A healthy lifestyle and educational activities should be encouraged among school children and adults encouraging them to adopt and follow a healthy diet pattern and reduce the risks of being overweight/obese, which may have dangerous health consequences in later life [6]. Recent data also indicate that toxic exposure not only to heavy metals but also to copper is associated with an increased risk of cardiovascular disease and coronary heart disease [7]. In mice, deficiency of zinc caused by a mutation in Znt7, a zinc transporter, led to a decrease in the accumulation of body fat and consequently decreased body weight, whereas deficiency of copper caused the development of adiposity [8]. Alterations in the serum concentrations of copper and zinc have been documented in children and teenagers with overweight/obesity [9]. However, data on the relationship between metal exposure and the anthropometric indices is inconsistent and limited in developing countries, due to poor regulatory mechanisms despite higher environmental exposure.
The present study was designed to find the relationship between two essential metals, copper and zinc, and various anthropometric indices in children with exogenous obesity.

Material and methods

A total of 173 healthy children aged 6–16 years were enrolled and grouped into overweight/obese (n = 69) and non-obese (n = 104) according to CDC 2000 growth charts. The physical assessments included measurement of weight to the nearest 50 g on an electronic weighing machine and height to the nearest 1 mm with a stadiometer. Body mass index (BMI) was expressed as kg/m2. Waist and hip circumference (WC and HC) were measured by using standardised anthropometric techniques to the adjacent 0.1 cm, and the WHR (waist/hip ratio) was calculated. Children with BMI >85th – <95th percentiles, classified as overweight, and BMI > 95th percentiles, classified as obese, were grouped together, and children with BMI >5th – < 85th percentiles were considered as non-obese. Those having diabetes or hypertension, hyperlipidaemia, secondary obesity, infection, hereditary or inflammatory disease, and intake of medications were excluded from the study. Written consent was obtained from parents or primary caregivers and assent from the child was taken before inclusion, which was approved by the Institutional Ethics Committee (PGI/IEC/2015/870). All the measures followed during the study adhered to the Helsinki Declaration of 1975, as revised in 2008.
Laboratory assessment included an analysis of metals by validated ICP-MS (Inductively Coupled Plasma Mass Spectrometry) multi-elementary method. Agilent 7700x ICP-MS with collision cell technology was used, which operates in a helium collision mode to remove all polyatomic interferences. High-purity (> 99.9%) argon gas was used in the plasma torch. Water was purified with a Q-POD Element system, Millipore (Elix Technology). Suprapure nitric acid (Sigma Aldrich), multielement calibration standard, gold standard (Agilent Technologies), and hydrogen peroxide solution (30% purified) were obtained from Merck. The quality assessment was done by participating in the LAMP (Lead and multi-element proficiency) testing of CDC, National Centre for Environmental Health (Atlanta USA). Whole blood and serum (0.2 ml) multielement analysis was performed after the addition of 2 ml of nitric acid and 0.5 ml of H2O2 and 10 µg/l of gold solution followed by microwave digestion (parameters: power 29–1800 V, ramp time 20 minutes, hold time 15 minutes, and temperature 200ºC). The final volume was made with metal-free water up to 10 ml. A calibration curve plotted each time before sample analysis ranged from 00 µg/l to 200 µg/l. The serum and whole blood concentration of metals were expressed as µg/l.

Statistical analysis

An excel spreadsheet was created to determine the mean and SD from the data. Analysis of variance (ANOVA) and correlation (Pearson’s) analysis was done to determine if there were any statistically significant differences in serum and whole blood mean copper, zinc levels, zinc/copper, and copper/zinc ratios between obese and non-obese children. P-value was calculated for each variable using SPSS-16.0 (Chicago, IL, USA). The level was considered statistically significant if the p-value was less than 0.05.

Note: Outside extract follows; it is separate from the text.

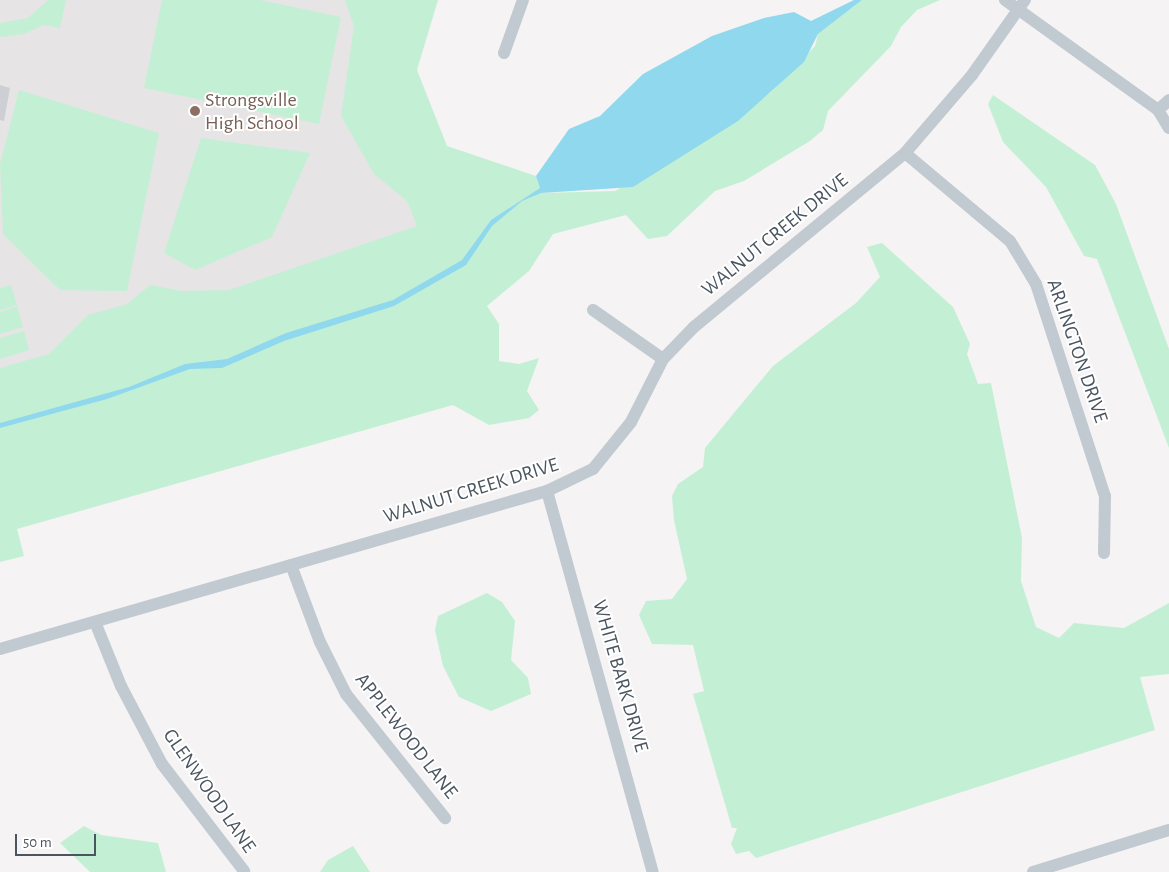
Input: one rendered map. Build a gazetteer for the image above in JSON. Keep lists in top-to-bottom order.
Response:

The study comprised 69 obese and 104 non-obese children. Their anthropometric characteristics, glucose, and lipid profiles are presented in Tables I and II, respectively. The mean levels of serum copper and zinc were significantly low in overweight/obese as compared to non-obese children. The low levels of copper were also observed in whole blood samples; however, no significant differences were observed in serum copper/zinc ratios amongst overweight/obese and non-obese children (Table III).
Amongst children with obesity, BMI showed a negative correlation with whole blood Cu/Zn ratio (r = −0.331, p = 0.01). Negative correlation was also observed between cholesterol and whole blood Cu (r = –0.376, p = 0.01) and Cu/Zn ratio (r = –0.278, p = 0.05).


Obesity is considered to have significant associations with deficiency as well as an excess of metallic elements [9]. However, the exact role of deficiency or excess of these metals concerning obesity and its comorbid conditions is still unclear [10]. Moreover, there is limited information on their role in childhood obesity [9]. Our cross-sectional study is one of the few available studies to examine the association between metals and obesity.
The main finding of our study was that the mean serum levels, as well as whole blood concentrations of Cu and Zn, were significantly low in children with overweight/obesity. These results are in partial contrast to previous data, which found low levels of zinc but high levels of copper in children with obesity [7, 9]. Several studies have consistently reported low zinc levels in obesity [7, 9–12]. However, Weisstaub et al. conducted a study in preschool children and did not find any relationship between serum zinc levels and body weight [13]. As an essential element, zinc is involved in several biochemical reactions such as protein synthesis, insulin action, and antioxidant processes [9]. Higher abdominal fat was shown to be associated with low levels of zinc [14].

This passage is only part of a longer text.